From: Tejun Heo <tj-DgEjT+Ai2ygdnm+yROfE0A@public.gmane.org>
To: axboe-tSWWG44O7X1aa/9Udqfwiw@public.gmane.org,
linux-kernel-u79uwXL29TY76Z2rM5mHXA@public.gmane.org,
containers-cunTk1MwBs9QetFLy7KEm3xJsTq8ys+cHZ5vskTnxNA@public.gmane.org
Cc: ctalbott-hpIqsD4AKlfQT0dZR+AlfA@public.gmane.org,
rni-hpIqsD4AKlfQT0dZR+AlfA@public.gmane.org,
hughd-hpIqsD4AKlfQT0dZR+AlfA@public.gmane.org,
akpm-de/tnXTf+JLsfHDXvbKv3WD2FQJk+8+b@public.gmane.org,
fengguang.wu-ral2JQCrhuEAvxtiuMwx3w@public.gmane.org,
vgoyal-H+wXaHxf7aLQT0dZR+AlfA@public.gmane.org
Subject: [PATCHSET] block: implement per-blkg request allocation, take#2
Date: Mon, 4 Jun 2012 20:40:50 -0700 [thread overview]

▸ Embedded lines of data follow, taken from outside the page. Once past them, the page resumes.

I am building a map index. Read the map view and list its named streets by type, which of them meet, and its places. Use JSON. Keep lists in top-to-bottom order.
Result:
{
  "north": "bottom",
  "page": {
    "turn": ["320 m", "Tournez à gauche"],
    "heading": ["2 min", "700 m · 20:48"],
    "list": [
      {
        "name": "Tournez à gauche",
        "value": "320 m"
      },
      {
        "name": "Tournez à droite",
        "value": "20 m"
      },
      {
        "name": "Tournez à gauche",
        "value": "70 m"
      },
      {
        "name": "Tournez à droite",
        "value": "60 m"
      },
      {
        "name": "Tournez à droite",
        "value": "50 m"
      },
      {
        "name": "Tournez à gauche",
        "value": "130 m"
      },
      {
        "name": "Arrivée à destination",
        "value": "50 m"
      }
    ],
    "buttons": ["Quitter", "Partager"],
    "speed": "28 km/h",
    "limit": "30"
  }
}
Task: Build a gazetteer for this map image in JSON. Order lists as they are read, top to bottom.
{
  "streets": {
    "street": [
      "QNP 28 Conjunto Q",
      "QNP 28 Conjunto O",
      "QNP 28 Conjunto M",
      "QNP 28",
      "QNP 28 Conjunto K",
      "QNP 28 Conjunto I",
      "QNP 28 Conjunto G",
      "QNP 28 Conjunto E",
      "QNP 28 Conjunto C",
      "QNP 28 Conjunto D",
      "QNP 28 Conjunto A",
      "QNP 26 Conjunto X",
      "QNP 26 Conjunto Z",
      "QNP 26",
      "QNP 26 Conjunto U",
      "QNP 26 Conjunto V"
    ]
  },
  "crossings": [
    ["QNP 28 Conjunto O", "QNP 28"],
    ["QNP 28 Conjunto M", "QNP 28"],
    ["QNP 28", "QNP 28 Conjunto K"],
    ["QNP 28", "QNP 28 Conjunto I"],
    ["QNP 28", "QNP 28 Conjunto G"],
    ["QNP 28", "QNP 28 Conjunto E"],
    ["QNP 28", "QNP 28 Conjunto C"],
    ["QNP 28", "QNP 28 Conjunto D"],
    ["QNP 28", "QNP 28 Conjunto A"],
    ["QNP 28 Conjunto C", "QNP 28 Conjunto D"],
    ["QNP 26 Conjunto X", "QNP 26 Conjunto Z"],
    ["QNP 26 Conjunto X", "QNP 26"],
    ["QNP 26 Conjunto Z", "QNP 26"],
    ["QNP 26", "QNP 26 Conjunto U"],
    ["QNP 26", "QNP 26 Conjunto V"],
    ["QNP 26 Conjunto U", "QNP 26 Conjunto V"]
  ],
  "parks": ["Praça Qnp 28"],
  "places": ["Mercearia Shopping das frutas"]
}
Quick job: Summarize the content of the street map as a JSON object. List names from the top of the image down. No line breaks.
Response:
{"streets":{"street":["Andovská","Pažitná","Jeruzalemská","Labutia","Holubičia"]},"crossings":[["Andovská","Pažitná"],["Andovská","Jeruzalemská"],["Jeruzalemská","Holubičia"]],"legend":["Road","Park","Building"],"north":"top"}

Message-ID: <1338867660-4689-1-git-send-email-tj@kernel.org> (raw)
Hello,
(The posting yesterday went out w/o lkml cc'd and old head message,
resending w/ Vivek's suggestions applied. Sorry about the noise.)
This is the second take of "implement per-blkg request allocation"
patchset. Changes from the last take[L] are
* 0001-fix-blkg_alloc-failure-path patch is separated from this series
and merged to block/for-linus.
* Updated patches posted incrementally merged into the series.
* Rebased on top of the current block/for-linus.
* Documentation/block/queue-sysfs.txt updated to note that nr_requests
is per-blkcg.
* Acked/Reviewed-by's added.
The original description follows.
Currently block layer shares a single request_list (@q->rq) for all
IOs regardless of their blkcg associations. This means that once the
shared pool is exhausted, blkcg limits don't mean much. Whoever grabs
the requests being freed the first grabs the next IO slot.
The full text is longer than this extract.